Sunday, July 22, 2012

Configurations should be easy...

Surprisingly they are not.

Last week David and I spent about 2 and a half hours discussing how we wanted to set up the infrastructure of our Data warehouse.  We are only on our second iteration, and figured the earlier we could get the structure in place, the better.  Part of that infrastructure will be the capturing of row counts and transfer speeds in order to determine our baselines.  For example, after this iteration, we should know exactly how fast our data warehouse processes will ever be, because right now, those processes are at their simplest and smallest forms.

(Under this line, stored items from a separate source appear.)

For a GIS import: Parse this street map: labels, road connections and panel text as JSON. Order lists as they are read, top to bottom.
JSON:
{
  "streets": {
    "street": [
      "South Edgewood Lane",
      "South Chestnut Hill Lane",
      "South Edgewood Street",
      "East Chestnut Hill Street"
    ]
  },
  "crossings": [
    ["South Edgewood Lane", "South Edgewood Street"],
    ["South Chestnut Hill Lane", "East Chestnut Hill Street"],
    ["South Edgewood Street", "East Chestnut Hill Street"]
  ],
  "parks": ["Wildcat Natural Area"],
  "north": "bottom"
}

The way our old system is setup is as follows:
SSIS parent packages are called by SQL Server Agent Jobs.  Any configuration settings we want applied to those packages are configured through the SQL Job's dialogue box which allows command line modifications, setting values, overriding connection strings, etc.  Most of the child packages, however, have hard coded connection strings and little if any inherited values from their parents.  That was fine when we were developing and deploying onto the same production server. Allowing those packages to be transferred to other servers, however, was a bit of a fiasco.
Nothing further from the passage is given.